> [Raw data]:
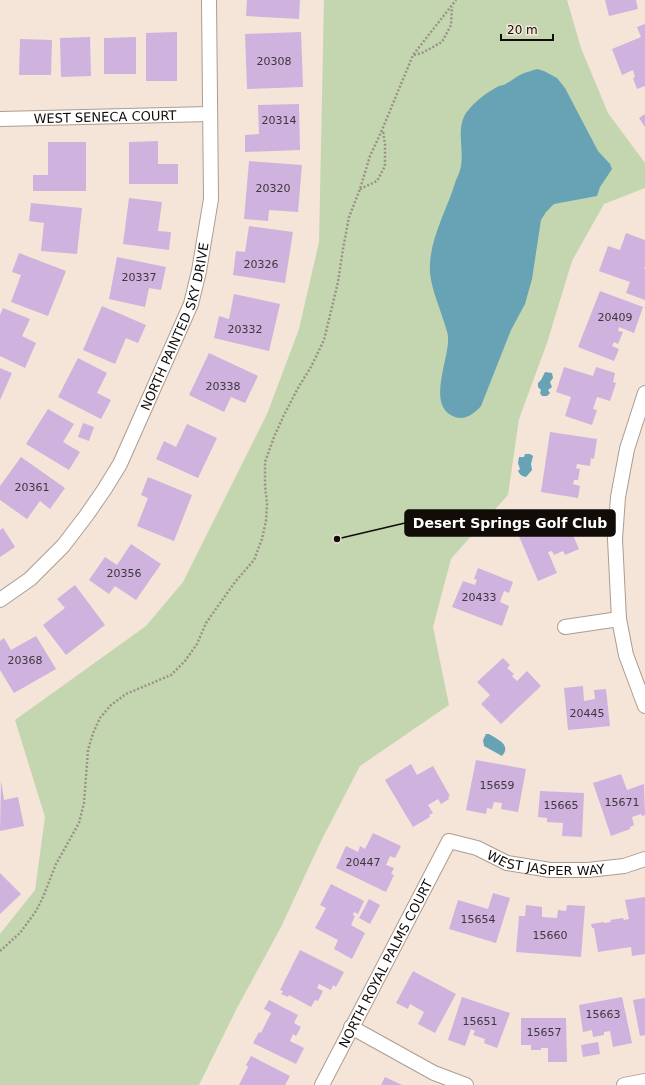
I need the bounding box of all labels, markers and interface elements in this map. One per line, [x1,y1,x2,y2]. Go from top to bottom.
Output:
scale bar [501,16,553,42]
text: 20 m [507,23,538,37]
house number: 20308 [257,55,292,68]
street label: WEST SENECA COURT [33,108,177,126]
house number: 20314 [262,114,297,127]
house number: 20320 [256,182,291,195]
street label: NORTH PAINTED SKY DRIVE [138,241,212,413]
house number: 20326 [244,258,279,271]
house number: 20337 [122,271,157,284]
house number: 20409 [598,311,633,324]
house number: 20332 [228,323,263,336]
house number: 20338 [206,380,241,393]
house number: 20361 [15,481,50,494]
callout: Desert Springs Golf Club [405,510,615,536]
text: Desert Springs Golf Club [413,515,607,531]
house number: 20356 [107,567,142,580]
house number: 20433 [462,591,497,604]
house number: 20368 [8,654,43,667]
house number: 20445 [570,707,605,720]
house number: 15659 [480,779,515,792]
house number: 15671 [605,796,640,809]
house number: 15665 [544,799,579,812]
street label: WEST JASPER WAY [484,847,606,878]
house number: 20447 [346,856,381,869]
street label: NORTH ROYAL PALMS COURT [336,877,436,1050]
house number: 15654 [461,913,496,926]
house number: 15660 [533,929,568,942]
house number: 15663 [586,1008,621,1021]
house number: 15651 [463,1015,498,1028]
house number: 15657 [527,1026,562,1039]

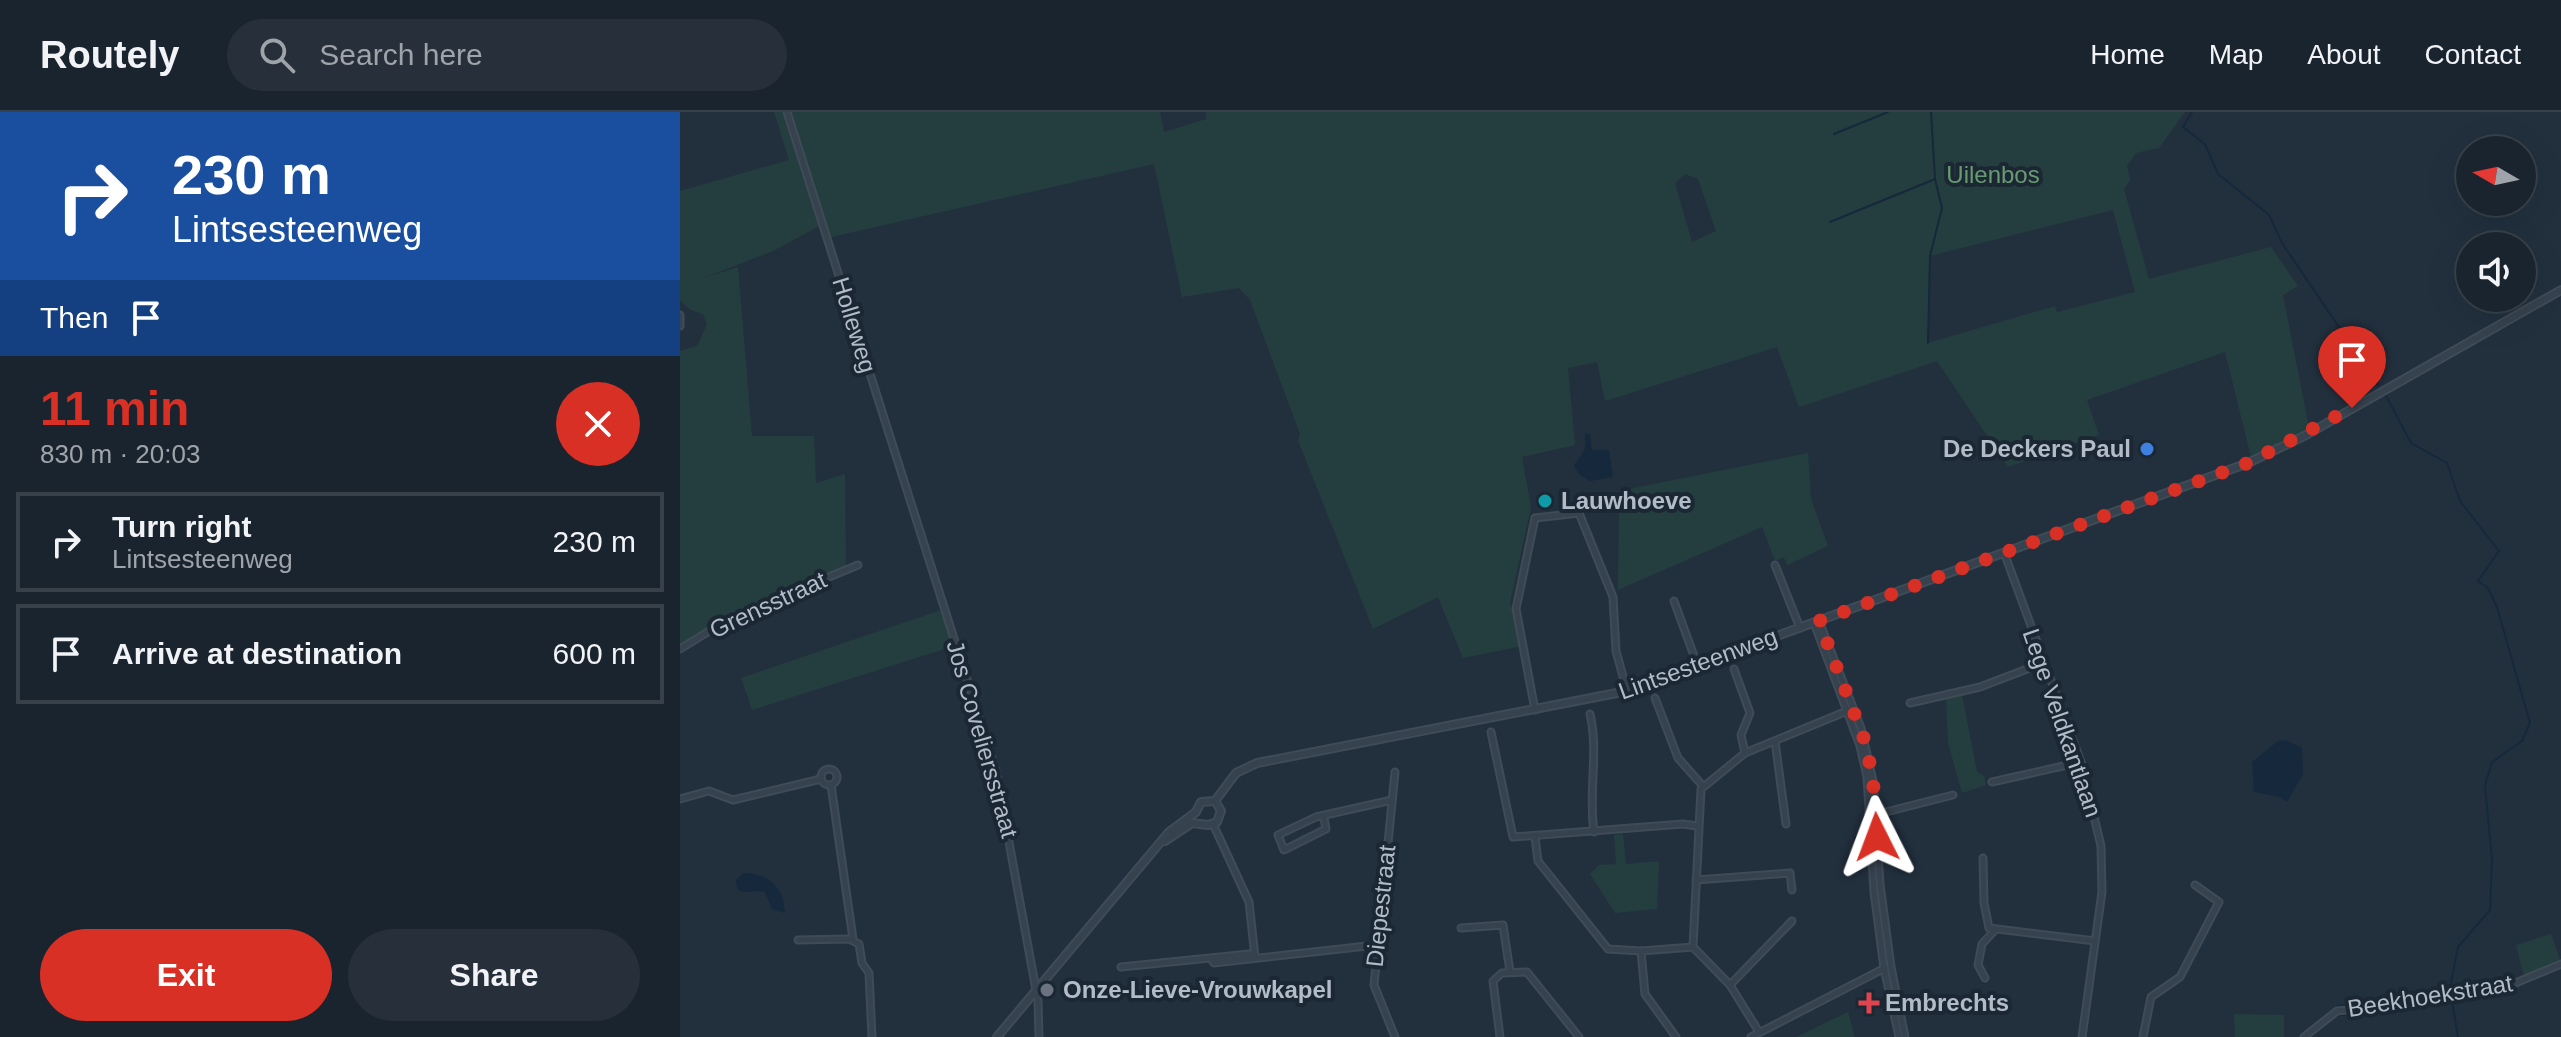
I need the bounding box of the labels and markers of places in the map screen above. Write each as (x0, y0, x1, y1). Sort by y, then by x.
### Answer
pin (2318, 326, 2386, 408)
place label: De Deckers Paul (1943, 435, 2131, 462)
marker: De Deckers Paul (2138, 440, 2156, 458)
place label: Lauwhoeve (1561, 487, 1692, 514)
marker: Lauwhoeve (1536, 492, 1554, 510)
place label: Onze-Lieve-Vrouwkapel (1063, 976, 1332, 1003)
marker: Onze-Lieve-Vrouwkapel (1038, 981, 1056, 999)
place label: Embrechts (1885, 989, 2009, 1016)
marker: Embrechts (1860, 994, 1878, 1012)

> [Your goal]: Retype all records exactly as shown above, images excluded.

> [Task solution]:
I need the bounding box of all labels, markers and interface elements in this map. One per line, [x1,y1,x2,y2]. Go from top to bottom.
Output:
scale bar [501,16,553,42]
text: 20 m [507,23,538,37]
house number: 20308 [257,55,292,68]
street label: WEST SENECA COURT [33,108,177,126]
house number: 20314 [262,114,297,127]
house number: 20320 [256,182,291,195]
street label: NORTH PAINTED SKY DRIVE [138,241,212,413]
house number: 20326 [244,258,279,271]
house number: 20337 [122,271,157,284]
house number: 20409 [598,311,633,324]
house number: 20332 [228,323,263,336]
house number: 20338 [206,380,241,393]
house number: 20361 [15,481,50,494]
callout: Desert Springs Golf Club [405,510,615,536]
text: Desert Springs Golf Club [413,515,607,531]
house number: 20356 [107,567,142,580]
house number: 20433 [462,591,497,604]
house number: 20368 [8,654,43,667]
house number: 20445 [570,707,605,720]
house number: 15659 [480,779,515,792]
house number: 15671 [605,796,640,809]
house number: 15665 [544,799,579,812]
street label: WEST JASPER WAY [484,847,606,878]
house number: 20447 [346,856,381,869]
street label: NORTH ROYAL PALMS COURT [336,877,436,1050]
house number: 15654 [461,913,496,926]
house number: 15660 [533,929,568,942]
house number: 15663 [586,1008,621,1021]
house number: 15651 [463,1015,498,1028]
house number: 15657 [527,1026,562,1039]

I need the bounding box of the labels and markers of places in the map screen above. Write each as (x0, y0, x1, y1). Sort by y, then by x.
### Answer
pin (2318, 326, 2386, 408)
place label: De Deckers Paul (1943, 435, 2131, 462)
marker: De Deckers Paul (2138, 440, 2156, 458)
place label: Lauwhoeve (1561, 487, 1692, 514)
marker: Lauwhoeve (1536, 492, 1554, 510)
place label: Onze-Lieve-Vrouwkapel (1063, 976, 1332, 1003)
marker: Onze-Lieve-Vrouwkapel (1038, 981, 1056, 999)
place label: Embrechts (1885, 989, 2009, 1016)
marker: Embrechts (1860, 994, 1878, 1012)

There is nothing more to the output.